[Stored records]
--

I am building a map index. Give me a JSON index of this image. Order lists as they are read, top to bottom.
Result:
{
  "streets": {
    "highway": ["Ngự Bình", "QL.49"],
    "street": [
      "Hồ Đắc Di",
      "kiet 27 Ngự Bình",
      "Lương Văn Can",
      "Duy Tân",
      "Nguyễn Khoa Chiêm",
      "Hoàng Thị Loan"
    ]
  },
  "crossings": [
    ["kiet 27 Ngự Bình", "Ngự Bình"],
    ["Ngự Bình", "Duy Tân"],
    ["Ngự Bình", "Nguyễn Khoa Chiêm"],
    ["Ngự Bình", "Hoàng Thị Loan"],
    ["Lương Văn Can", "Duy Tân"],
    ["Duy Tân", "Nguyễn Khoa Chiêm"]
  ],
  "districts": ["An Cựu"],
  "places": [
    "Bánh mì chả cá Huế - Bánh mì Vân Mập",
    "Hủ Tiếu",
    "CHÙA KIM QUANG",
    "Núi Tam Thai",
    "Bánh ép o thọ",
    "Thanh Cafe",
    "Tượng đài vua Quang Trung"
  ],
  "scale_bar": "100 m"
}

--

» **The task**
Retype the data in full, precisely as given.

» **Result of the exercise**
I am building a map index. Give me a JSON index of this image. Order lists as they are read, top to bottom.
Result:
{
  "streets": {
    "highway": ["Ngự Bình", "QL.49"],
    "street": [
      "Hồ Đắc Di",
      "kiet 27 Ngự Bình",
      "Lương Văn Can",
      "Duy Tân",
      "Nguyễn Khoa Chiêm",
      "Hoàng Thị Loan"
    ]
  },
  "crossings": [
    ["kiet 27 Ngự Bình", "Ngự Bình"],
    ["Ngự Bình", "Duy Tân"],
    ["Ngự Bình", "Nguyễn Khoa Chiêm"],
    ["Ngự Bình", "Hoàng Thị Loan"],
    ["Lương Văn Can", "Duy Tân"],
    ["Duy Tân", "Nguyễn Khoa Chiêm"]
  ],
  "districts": ["An Cựu"],
  "places": [
    "Bánh mì chả cá Huế - Bánh mì Vân Mập",
    "Hủ Tiếu",
    "CHÙA KIM QUANG",
    "Núi Tam Thai",
    "Bánh ép o thọ",
    "Thanh Cafe",
    "Tượng đài vua Quang Trung"
  ],
  "scale_bar": "100 m"
}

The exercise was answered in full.